Supplied records section start
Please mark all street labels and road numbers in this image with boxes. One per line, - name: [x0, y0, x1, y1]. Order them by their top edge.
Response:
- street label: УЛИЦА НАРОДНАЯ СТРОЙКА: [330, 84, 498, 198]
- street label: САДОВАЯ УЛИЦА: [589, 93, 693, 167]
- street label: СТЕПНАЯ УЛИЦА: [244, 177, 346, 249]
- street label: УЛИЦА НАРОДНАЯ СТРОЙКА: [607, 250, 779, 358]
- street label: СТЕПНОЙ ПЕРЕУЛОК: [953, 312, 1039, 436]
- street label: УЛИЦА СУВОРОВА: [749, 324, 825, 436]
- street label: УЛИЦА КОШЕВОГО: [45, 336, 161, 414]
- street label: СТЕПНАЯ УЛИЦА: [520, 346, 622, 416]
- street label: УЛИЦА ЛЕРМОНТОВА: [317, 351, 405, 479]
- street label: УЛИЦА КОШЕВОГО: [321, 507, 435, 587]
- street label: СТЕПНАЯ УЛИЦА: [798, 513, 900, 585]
Supplied records section end
*Action item*.
An exact copy of every line above, start to finish, is required.

*Reply to the exercise*.
Please mark all street labels and road numbers in this image with boxes. One per line, - name: [x0, y0, x1, y1]. Order them by their top edge.
Response:
- street label: УЛИЦА НАРОДНАЯ СТРОЙКА: [330, 84, 498, 198]
- street label: САДОВАЯ УЛИЦА: [589, 93, 693, 167]
- street label: СТЕПНАЯ УЛИЦА: [244, 177, 346, 249]
- street label: УЛИЦА НАРОДНАЯ СТРОЙКА: [607, 250, 779, 358]
- street label: СТЕПНОЙ ПЕРЕУЛОК: [953, 312, 1039, 436]
- street label: УЛИЦА СУВОРОВА: [749, 324, 825, 436]
- street label: УЛИЦА КОШЕВОГО: [45, 336, 161, 414]
- street label: СТЕПНАЯ УЛИЦА: [520, 346, 622, 416]
- street label: УЛИЦА ЛЕРМОНТОВА: [317, 351, 405, 479]
- street label: УЛИЦА КОШЕВОГО: [321, 507, 435, 587]
- street label: СТЕПНАЯ УЛИЦА: [798, 513, 900, 585]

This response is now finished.